I logged into Facebook and mentioned that I was watching the situation. Several people contacted me privately, admitting their fears about relatives there. They asked for my prayers.

Of course I complied–and then immediately said something like this to God, “Do You have any idea what You are doing?”

I, too, this somewhat sophisticated theologian, immediately blamed God for this. After all, “the whole world is in His hands.” Not doing such a great job, are You?

The suffering, fear and destruction–even from a distance–threatened to engulf my emotional reserves.

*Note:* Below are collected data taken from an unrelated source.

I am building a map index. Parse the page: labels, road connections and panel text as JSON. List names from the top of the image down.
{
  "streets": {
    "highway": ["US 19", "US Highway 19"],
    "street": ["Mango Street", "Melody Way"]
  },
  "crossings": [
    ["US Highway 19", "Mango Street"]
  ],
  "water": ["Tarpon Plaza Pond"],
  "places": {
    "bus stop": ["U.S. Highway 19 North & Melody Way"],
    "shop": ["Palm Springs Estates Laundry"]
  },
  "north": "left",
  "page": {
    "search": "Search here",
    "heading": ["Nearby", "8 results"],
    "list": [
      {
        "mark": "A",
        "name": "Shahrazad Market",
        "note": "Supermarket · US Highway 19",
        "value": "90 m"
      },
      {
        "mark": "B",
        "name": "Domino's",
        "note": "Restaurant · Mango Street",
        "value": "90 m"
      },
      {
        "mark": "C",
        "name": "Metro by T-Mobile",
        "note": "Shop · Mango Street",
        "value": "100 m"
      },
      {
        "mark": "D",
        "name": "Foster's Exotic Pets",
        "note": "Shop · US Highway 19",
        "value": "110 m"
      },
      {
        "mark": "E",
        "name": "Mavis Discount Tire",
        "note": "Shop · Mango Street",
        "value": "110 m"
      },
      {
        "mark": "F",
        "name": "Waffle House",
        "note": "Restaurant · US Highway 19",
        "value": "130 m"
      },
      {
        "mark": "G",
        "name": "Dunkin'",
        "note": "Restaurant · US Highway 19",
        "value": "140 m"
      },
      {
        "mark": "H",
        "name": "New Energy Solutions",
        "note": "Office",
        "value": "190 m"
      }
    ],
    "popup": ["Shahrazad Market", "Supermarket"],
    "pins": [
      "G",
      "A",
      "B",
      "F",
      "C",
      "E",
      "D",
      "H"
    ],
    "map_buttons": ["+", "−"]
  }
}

Then I began to think of my friend, Goldie, and the world she introduced me to over 20 years ago. Goldie had been brought up in an Orthodox Jewish home but had embraced Christianity a number of years before I met her. Such a move definitely caused estrangement by her family, but they had reconciled by then.

Goldie and I experienced one of those “Jonathan and David” moments when we met–our hearts were knit and we formed a rich friendship.

She introduced me to the Holocaust. I’d known about it, naturally, but not this way. Her parents, David and Sarah, were Polish Jews. They married in December, 1941. A few days later, David was carted off to the first of several concentration camps he would inhabit. Sarah was sent to the Jewish Ghetto in Warsaw, Poland, and later to a camp.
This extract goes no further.